** Opening DATA block **
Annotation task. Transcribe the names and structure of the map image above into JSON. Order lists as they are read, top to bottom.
** Closing DATA block **
** Opening DATA block **
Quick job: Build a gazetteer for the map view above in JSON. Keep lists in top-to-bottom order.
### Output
** Closing DATA block **
** Opening DATA block **
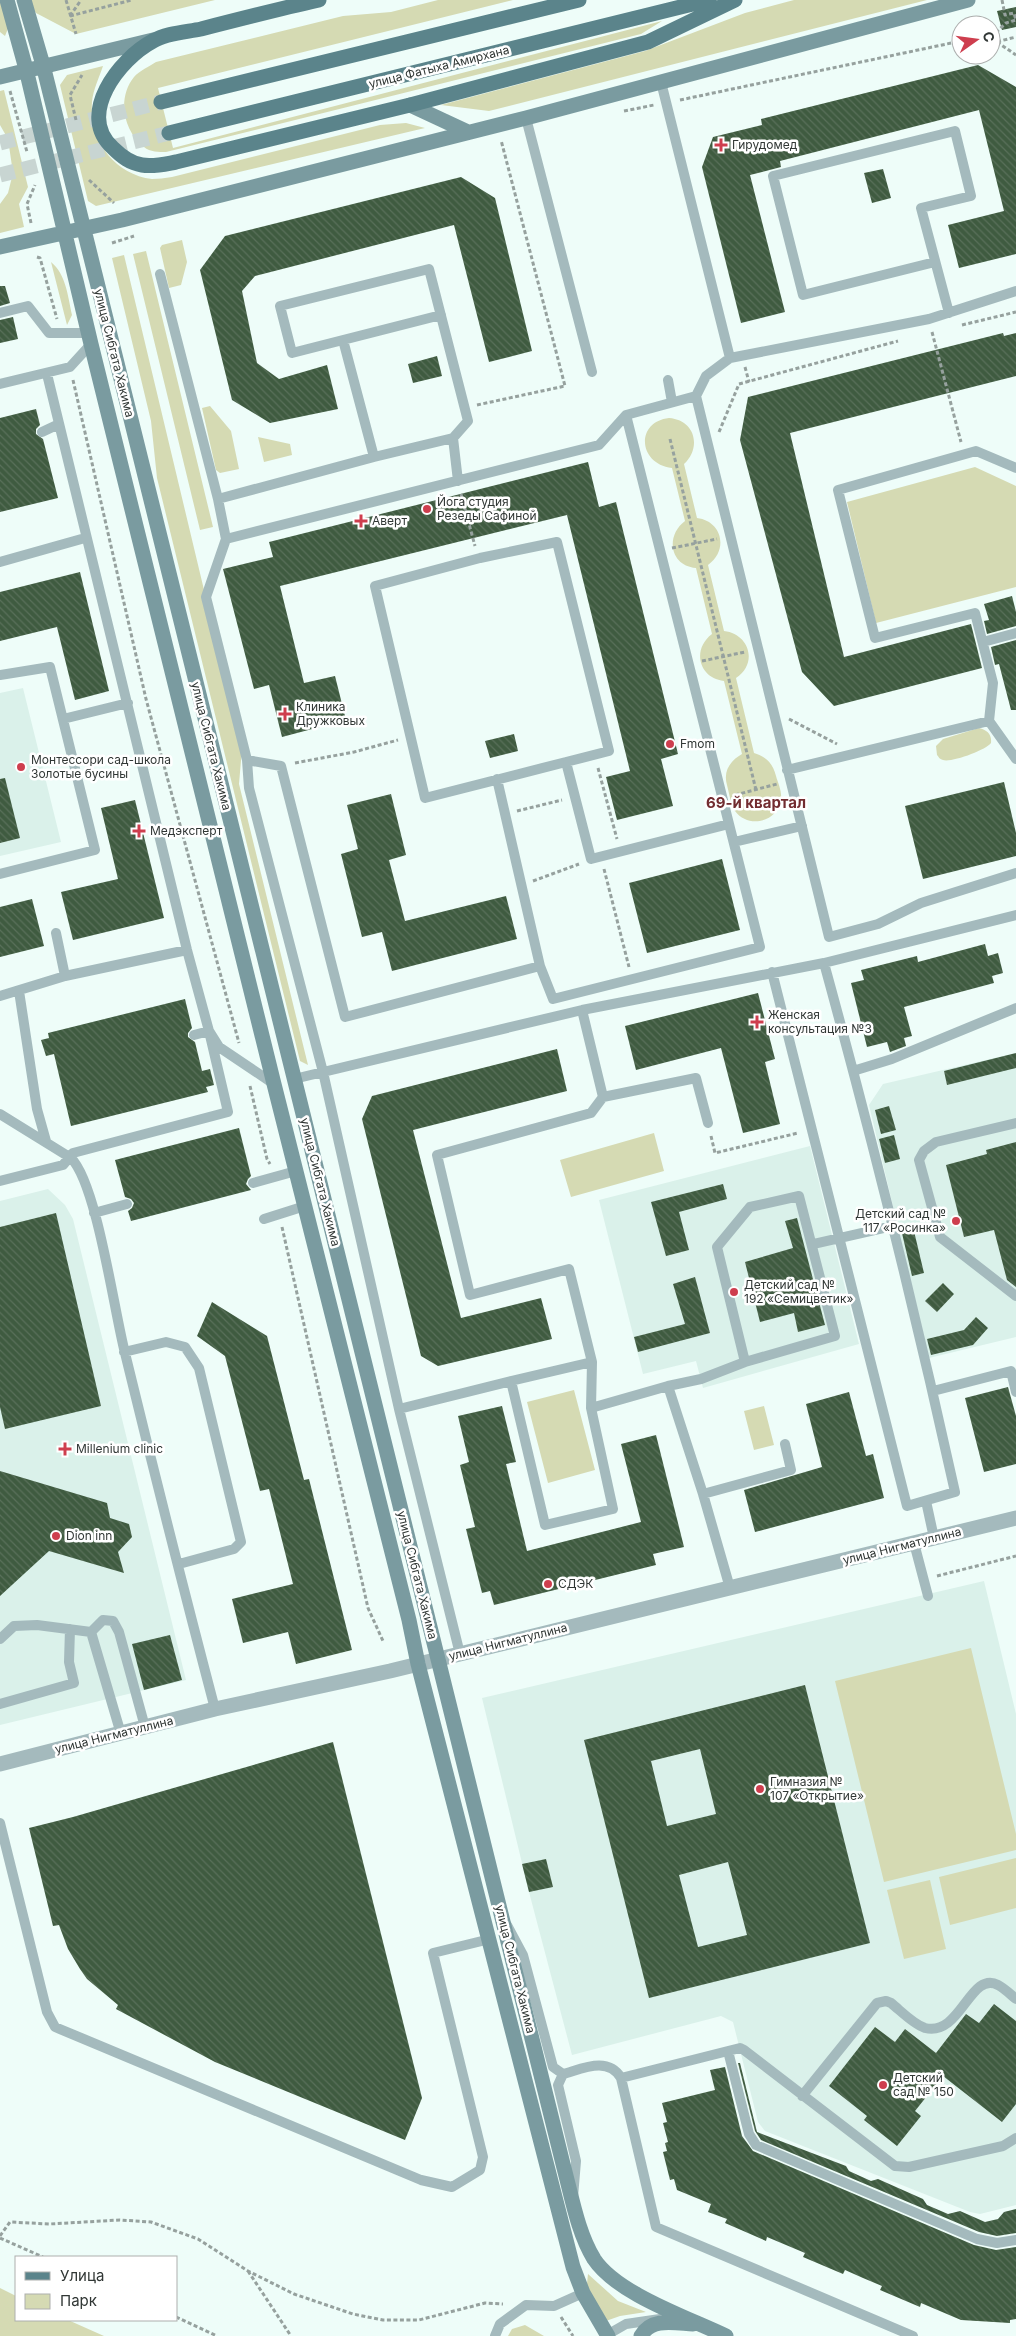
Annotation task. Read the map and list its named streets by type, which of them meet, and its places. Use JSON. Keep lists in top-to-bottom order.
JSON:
** Closing DATA block **
Look through the records for the word "task". Every line that has it should be copied.

Annotation task. Transcribe the names and structure of the map image above into JSON. Order lists as they are read, top to bottom.
Annotation task. Read the map and list its named streets by type, which of them meet, and its places. Use JSON. Keep lists in top-to-bottom order.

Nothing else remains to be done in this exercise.